= Task statement =
Take every line from the data that has the word "Mary" in it.

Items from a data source
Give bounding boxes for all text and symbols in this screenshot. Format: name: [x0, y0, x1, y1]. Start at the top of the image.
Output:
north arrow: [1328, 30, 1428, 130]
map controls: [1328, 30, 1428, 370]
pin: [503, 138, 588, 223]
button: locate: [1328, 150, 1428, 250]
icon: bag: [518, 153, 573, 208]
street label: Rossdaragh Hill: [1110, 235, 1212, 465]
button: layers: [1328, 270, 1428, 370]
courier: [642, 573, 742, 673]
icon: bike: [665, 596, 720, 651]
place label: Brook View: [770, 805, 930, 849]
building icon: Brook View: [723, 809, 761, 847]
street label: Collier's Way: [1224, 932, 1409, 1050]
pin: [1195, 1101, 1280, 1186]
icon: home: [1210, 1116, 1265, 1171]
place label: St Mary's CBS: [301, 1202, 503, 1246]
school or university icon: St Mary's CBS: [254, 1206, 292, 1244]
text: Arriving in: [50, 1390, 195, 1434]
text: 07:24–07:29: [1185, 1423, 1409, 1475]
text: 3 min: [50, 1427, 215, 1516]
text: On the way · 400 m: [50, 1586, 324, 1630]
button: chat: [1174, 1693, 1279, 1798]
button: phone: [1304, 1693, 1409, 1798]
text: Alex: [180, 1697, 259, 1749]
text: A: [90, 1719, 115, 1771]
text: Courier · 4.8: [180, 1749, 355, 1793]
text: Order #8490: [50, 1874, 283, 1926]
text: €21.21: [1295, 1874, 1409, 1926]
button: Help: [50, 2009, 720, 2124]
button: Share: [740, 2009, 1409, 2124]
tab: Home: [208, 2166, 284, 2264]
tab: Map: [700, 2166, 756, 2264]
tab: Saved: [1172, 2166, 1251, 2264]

= Answer to this exercise =
place label: St Mary's CBS: [301, 1202, 503, 1246]
school or university icon: St Mary's CBS: [254, 1206, 292, 1244]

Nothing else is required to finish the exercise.